Look through the material below and return every line that contains "played".

* [Provided entries]:
# # # # #

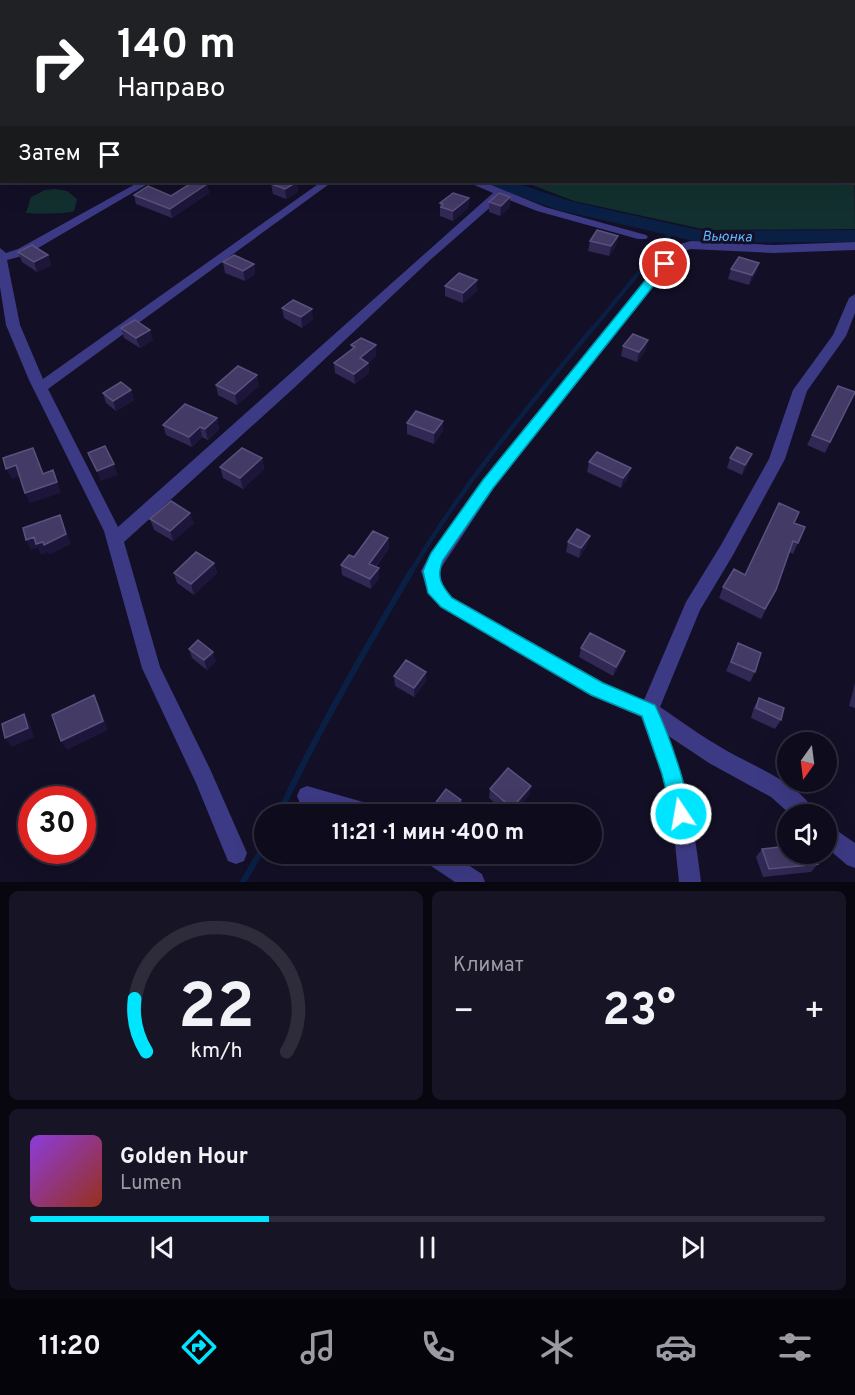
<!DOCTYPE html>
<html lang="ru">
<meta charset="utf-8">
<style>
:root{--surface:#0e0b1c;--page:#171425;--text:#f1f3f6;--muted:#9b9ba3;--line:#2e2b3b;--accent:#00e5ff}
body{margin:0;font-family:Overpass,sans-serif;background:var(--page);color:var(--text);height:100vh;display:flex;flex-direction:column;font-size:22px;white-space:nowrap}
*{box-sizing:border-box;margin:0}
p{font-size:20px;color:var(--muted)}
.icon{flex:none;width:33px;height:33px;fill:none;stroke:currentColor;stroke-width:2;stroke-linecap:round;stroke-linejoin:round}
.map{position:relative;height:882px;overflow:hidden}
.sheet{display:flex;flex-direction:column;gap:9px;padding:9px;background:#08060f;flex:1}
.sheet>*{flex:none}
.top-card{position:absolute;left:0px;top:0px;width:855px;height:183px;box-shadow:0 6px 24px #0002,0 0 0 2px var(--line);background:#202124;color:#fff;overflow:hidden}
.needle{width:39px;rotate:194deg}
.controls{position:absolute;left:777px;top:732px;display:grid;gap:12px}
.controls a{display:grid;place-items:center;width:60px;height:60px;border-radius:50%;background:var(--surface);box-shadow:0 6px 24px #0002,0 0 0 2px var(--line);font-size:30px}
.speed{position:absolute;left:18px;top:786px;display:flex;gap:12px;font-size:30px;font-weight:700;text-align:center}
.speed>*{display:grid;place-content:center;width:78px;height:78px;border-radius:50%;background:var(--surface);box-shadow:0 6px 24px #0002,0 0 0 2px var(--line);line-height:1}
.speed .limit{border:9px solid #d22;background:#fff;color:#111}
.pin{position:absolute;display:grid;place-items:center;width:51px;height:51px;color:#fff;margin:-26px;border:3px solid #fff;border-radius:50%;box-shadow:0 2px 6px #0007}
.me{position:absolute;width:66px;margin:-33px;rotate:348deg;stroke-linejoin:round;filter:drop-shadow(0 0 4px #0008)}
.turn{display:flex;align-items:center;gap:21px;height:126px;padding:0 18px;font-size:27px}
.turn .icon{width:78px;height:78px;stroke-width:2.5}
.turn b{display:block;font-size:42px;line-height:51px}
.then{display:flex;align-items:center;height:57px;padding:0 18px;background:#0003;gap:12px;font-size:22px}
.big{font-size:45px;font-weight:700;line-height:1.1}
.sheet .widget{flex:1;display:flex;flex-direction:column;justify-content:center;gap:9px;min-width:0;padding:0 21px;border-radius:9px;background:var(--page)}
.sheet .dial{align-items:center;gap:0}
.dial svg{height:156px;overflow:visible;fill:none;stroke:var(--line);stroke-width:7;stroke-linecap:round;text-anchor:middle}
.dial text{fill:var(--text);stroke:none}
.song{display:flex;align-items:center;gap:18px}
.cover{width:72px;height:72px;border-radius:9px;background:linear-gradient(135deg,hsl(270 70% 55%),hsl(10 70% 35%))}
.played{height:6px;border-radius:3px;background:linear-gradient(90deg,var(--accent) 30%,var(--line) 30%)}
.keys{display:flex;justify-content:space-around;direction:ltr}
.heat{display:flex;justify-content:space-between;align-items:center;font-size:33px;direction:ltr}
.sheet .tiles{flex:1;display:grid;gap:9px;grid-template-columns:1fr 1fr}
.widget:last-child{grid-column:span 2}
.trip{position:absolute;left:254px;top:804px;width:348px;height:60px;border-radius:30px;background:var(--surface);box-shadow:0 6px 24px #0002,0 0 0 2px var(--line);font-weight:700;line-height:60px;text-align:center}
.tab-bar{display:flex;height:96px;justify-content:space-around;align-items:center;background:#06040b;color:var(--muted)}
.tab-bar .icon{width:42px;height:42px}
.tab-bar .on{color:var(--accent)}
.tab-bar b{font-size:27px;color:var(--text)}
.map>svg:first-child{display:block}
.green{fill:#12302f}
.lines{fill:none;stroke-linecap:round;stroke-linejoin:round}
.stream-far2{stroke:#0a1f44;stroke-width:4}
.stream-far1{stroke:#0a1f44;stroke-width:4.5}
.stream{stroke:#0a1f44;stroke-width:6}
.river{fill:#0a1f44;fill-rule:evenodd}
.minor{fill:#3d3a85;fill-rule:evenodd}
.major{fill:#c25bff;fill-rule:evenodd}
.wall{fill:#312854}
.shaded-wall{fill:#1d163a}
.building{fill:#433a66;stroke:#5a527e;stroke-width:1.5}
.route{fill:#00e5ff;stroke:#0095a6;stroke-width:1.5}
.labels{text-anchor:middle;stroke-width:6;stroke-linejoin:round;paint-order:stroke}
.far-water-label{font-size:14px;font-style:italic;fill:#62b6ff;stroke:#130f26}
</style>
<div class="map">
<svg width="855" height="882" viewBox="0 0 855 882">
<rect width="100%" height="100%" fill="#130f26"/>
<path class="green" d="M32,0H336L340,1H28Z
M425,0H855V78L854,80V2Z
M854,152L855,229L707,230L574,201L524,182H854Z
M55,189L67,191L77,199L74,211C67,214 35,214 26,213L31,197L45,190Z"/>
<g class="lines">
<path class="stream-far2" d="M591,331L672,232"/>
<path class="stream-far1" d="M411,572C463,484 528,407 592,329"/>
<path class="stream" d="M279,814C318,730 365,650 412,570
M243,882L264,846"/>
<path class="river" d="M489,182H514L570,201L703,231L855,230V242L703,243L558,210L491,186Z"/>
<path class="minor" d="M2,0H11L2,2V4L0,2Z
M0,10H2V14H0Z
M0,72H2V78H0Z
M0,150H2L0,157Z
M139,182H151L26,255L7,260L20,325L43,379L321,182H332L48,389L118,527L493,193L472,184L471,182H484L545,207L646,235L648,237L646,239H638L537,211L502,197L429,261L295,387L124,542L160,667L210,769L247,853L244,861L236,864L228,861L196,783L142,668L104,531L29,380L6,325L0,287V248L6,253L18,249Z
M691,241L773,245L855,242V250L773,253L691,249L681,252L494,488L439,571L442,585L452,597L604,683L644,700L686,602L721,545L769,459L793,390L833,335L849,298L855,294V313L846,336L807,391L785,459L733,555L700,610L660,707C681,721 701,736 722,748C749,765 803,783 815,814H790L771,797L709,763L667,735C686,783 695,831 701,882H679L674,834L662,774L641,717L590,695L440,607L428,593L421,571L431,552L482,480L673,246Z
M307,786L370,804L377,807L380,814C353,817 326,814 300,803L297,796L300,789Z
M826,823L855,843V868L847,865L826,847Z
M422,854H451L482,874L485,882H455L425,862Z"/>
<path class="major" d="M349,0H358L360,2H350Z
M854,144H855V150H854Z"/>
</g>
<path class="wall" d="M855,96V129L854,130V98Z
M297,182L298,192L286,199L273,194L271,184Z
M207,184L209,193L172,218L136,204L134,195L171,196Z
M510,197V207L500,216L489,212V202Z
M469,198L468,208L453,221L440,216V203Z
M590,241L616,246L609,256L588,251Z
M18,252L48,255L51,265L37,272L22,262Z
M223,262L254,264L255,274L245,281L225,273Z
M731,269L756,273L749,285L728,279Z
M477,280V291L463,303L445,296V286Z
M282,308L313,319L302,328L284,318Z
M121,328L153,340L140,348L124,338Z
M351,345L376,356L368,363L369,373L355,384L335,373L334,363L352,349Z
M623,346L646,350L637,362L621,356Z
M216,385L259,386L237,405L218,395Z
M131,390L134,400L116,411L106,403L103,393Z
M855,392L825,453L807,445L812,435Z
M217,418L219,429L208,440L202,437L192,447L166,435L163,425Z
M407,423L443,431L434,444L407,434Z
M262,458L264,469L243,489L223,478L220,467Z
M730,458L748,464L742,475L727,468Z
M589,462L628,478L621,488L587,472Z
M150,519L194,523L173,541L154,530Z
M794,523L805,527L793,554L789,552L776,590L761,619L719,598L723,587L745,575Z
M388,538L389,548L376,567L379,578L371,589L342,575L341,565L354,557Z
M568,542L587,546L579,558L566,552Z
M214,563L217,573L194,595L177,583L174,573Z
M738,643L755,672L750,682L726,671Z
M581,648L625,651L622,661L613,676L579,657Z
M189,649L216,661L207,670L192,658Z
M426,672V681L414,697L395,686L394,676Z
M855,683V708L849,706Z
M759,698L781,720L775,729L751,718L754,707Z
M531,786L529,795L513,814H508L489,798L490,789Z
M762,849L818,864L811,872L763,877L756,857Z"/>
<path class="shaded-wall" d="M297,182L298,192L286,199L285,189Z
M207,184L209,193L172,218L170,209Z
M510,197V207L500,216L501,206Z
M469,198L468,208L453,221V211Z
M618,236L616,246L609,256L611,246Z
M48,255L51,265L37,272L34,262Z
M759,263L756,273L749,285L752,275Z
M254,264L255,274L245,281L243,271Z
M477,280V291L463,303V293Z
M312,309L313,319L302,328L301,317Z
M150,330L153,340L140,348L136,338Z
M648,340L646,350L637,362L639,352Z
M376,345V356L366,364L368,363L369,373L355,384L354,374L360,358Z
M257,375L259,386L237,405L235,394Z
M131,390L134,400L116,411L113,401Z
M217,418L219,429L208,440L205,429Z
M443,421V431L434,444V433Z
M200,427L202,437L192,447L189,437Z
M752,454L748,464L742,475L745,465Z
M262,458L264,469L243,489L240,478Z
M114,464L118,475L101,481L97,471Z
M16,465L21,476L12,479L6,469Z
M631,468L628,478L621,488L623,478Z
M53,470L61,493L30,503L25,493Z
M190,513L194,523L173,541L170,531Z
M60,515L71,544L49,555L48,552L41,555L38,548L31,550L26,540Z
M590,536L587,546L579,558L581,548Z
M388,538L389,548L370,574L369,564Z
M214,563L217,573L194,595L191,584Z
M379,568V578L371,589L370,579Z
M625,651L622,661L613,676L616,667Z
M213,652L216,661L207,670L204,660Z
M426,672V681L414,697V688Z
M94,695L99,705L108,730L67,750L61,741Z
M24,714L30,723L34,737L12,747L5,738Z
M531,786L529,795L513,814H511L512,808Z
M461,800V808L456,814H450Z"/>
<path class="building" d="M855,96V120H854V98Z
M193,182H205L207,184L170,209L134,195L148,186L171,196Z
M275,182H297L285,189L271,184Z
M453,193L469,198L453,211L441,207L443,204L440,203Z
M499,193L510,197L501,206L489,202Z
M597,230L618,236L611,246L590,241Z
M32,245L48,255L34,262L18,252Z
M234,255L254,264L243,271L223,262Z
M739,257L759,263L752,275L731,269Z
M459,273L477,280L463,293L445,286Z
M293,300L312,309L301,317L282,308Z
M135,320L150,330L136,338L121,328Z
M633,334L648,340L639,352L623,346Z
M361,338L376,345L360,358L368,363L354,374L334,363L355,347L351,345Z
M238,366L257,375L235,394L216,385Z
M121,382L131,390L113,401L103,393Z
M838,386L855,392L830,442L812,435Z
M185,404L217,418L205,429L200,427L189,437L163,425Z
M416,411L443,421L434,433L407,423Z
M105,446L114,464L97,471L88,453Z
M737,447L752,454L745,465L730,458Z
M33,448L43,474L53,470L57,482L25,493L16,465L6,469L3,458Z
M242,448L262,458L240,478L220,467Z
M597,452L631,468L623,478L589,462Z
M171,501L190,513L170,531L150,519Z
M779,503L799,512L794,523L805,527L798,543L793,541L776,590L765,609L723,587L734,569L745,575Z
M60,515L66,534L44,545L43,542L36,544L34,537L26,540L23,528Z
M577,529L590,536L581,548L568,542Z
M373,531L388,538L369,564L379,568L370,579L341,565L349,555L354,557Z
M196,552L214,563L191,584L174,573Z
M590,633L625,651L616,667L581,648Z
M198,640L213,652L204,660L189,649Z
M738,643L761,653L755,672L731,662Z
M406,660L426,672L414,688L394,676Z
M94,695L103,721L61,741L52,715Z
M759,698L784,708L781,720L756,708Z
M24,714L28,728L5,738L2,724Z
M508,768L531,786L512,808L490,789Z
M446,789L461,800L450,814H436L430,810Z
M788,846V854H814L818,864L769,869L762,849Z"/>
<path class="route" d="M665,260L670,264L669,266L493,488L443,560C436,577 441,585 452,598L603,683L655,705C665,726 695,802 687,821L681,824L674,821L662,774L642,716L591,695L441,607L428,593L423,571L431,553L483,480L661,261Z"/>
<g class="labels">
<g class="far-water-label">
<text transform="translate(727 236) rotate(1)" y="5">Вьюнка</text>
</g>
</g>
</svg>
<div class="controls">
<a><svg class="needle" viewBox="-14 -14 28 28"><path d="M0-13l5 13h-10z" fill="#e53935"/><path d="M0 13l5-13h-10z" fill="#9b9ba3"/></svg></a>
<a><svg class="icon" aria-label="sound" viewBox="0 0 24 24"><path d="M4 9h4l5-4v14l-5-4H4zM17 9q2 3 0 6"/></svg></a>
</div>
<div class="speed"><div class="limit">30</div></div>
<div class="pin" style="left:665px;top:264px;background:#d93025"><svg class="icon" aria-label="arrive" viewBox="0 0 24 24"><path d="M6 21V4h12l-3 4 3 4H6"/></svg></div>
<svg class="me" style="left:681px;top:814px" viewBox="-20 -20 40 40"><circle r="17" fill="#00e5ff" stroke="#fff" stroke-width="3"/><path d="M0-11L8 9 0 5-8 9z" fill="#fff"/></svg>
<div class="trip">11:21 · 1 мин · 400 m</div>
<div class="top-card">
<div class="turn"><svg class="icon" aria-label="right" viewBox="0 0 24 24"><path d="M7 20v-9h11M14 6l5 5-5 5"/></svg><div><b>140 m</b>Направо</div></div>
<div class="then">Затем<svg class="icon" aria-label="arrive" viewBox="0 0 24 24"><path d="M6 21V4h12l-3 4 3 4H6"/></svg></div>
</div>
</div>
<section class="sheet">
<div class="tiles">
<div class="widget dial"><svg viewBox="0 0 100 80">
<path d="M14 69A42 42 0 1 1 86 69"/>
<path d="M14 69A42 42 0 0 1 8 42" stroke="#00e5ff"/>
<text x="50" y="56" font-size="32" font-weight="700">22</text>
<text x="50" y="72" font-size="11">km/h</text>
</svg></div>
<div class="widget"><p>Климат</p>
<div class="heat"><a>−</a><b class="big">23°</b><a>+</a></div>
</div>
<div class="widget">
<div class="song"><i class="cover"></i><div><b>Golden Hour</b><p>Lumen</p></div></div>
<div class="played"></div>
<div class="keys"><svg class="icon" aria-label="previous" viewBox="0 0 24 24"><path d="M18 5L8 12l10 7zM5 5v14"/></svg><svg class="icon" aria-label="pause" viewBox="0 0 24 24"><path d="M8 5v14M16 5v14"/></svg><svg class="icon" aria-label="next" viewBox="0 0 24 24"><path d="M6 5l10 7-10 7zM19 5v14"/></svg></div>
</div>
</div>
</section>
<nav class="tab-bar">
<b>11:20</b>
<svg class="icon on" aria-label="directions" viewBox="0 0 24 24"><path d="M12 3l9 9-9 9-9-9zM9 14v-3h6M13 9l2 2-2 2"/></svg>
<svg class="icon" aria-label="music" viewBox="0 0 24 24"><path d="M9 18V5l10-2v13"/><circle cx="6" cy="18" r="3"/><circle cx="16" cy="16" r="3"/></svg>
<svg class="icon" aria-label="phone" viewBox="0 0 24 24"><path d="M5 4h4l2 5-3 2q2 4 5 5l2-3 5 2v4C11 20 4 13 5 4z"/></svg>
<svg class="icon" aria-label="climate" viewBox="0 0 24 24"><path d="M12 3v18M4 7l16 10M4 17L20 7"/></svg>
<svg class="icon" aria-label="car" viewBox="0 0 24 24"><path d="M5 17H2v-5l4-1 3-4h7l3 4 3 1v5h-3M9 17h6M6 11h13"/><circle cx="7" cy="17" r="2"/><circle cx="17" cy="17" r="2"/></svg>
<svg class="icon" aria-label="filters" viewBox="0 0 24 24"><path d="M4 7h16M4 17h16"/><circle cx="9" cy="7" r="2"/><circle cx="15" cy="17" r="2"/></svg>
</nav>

# # # # #

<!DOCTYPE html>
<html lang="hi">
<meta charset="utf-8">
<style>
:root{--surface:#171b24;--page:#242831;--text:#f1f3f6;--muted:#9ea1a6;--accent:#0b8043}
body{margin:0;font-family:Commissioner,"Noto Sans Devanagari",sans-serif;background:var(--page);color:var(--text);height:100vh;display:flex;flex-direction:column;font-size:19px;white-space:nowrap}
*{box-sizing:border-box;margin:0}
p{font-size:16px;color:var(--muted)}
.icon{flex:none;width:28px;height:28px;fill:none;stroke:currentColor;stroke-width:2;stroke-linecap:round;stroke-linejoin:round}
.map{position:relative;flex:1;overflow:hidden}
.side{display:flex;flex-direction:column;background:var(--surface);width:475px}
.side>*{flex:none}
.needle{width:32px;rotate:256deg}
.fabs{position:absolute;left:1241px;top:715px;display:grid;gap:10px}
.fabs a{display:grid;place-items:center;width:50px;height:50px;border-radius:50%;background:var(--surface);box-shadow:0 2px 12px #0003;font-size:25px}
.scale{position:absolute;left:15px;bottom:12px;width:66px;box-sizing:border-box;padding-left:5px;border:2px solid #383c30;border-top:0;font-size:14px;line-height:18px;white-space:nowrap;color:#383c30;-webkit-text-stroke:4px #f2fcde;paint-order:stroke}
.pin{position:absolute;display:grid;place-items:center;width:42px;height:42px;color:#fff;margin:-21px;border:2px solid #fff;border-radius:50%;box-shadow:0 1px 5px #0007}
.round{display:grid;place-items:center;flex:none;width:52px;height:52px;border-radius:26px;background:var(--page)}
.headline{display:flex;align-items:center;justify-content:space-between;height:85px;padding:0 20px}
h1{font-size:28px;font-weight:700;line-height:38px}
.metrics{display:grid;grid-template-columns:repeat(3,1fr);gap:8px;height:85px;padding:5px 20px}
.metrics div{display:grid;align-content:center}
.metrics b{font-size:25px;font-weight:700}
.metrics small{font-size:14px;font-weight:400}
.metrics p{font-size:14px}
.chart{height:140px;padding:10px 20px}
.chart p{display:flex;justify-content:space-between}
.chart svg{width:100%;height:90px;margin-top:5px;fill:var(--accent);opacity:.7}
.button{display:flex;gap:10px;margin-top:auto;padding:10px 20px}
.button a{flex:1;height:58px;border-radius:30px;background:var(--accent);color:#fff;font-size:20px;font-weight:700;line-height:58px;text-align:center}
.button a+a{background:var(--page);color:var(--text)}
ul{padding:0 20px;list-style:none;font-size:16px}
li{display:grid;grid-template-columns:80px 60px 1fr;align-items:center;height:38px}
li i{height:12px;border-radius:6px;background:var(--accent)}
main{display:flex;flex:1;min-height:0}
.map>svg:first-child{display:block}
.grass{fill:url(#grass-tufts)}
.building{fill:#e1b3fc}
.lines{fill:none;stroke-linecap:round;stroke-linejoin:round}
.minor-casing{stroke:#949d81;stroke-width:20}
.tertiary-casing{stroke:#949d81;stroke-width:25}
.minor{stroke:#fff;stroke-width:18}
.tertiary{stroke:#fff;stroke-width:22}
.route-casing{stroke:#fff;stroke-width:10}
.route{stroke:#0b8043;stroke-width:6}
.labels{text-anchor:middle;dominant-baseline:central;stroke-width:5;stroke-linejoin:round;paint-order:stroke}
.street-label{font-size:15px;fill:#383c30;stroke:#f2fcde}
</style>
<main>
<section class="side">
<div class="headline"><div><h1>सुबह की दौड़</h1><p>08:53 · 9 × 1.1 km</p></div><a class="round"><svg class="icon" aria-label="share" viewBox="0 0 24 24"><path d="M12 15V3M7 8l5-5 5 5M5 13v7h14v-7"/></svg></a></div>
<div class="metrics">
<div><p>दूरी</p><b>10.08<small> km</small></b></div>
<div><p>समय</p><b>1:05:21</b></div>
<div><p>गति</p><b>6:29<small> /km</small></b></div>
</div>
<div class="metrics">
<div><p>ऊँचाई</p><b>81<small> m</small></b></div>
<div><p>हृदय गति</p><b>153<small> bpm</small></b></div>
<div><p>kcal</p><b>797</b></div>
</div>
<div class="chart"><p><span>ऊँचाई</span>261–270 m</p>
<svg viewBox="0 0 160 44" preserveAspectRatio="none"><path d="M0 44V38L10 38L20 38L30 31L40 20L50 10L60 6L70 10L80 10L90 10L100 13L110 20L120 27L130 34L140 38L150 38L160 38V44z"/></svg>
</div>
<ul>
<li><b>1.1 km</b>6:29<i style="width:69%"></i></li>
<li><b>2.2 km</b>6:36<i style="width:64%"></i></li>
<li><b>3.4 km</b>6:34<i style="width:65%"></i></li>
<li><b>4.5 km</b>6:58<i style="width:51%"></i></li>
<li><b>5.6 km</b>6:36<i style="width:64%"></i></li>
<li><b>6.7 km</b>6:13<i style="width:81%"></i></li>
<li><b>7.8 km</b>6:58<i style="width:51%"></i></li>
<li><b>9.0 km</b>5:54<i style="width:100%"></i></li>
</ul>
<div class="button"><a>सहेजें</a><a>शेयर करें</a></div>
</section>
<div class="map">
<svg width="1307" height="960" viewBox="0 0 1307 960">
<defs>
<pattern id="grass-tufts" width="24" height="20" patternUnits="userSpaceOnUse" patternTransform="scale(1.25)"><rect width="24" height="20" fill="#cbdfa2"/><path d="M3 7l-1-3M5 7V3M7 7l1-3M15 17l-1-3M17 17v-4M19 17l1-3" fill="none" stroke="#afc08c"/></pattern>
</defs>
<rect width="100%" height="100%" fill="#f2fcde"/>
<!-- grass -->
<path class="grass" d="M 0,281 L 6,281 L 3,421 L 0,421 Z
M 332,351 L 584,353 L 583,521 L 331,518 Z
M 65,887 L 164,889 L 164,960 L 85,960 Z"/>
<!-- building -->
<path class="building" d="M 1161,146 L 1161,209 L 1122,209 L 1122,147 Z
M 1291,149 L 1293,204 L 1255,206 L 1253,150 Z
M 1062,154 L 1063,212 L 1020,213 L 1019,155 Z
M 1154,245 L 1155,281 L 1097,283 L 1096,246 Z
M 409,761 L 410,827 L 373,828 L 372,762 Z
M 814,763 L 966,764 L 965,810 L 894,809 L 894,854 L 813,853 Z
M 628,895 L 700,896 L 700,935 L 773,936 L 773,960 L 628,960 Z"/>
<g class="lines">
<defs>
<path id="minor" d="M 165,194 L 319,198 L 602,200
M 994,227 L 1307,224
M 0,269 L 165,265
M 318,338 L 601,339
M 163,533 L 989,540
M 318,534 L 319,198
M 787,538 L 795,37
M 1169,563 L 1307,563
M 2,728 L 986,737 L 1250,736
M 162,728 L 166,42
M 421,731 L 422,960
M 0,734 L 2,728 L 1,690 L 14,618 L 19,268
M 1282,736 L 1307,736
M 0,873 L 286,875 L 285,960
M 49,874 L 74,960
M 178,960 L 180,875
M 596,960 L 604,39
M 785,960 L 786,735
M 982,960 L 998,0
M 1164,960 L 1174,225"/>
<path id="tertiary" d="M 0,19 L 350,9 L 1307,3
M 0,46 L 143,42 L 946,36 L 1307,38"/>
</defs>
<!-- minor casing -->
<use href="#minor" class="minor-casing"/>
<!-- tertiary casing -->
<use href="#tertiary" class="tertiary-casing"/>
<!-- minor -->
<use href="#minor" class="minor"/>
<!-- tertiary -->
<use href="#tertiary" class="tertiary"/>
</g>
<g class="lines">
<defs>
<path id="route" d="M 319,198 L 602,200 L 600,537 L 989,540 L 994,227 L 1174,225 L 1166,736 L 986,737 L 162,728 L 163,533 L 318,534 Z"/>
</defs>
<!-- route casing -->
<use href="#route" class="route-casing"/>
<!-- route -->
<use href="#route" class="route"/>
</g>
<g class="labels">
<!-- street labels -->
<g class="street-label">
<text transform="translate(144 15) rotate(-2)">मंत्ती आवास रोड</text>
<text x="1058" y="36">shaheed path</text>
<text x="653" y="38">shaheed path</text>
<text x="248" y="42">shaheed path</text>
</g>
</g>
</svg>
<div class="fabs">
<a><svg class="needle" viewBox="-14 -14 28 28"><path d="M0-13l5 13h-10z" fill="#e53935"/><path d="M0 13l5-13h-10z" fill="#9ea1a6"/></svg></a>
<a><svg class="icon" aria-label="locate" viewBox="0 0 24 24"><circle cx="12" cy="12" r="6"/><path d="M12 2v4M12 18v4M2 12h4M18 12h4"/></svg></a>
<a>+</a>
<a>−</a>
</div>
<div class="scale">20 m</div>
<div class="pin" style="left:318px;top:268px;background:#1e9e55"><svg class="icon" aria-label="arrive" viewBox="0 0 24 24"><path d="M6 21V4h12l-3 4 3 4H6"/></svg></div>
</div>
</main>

# # # # #

* [Result below]:
.played{height:6px;border-radius:3px;background:linear-gradient(90deg,var(--accent) 30%,var(--line) 30%)}
<div class="played"></div>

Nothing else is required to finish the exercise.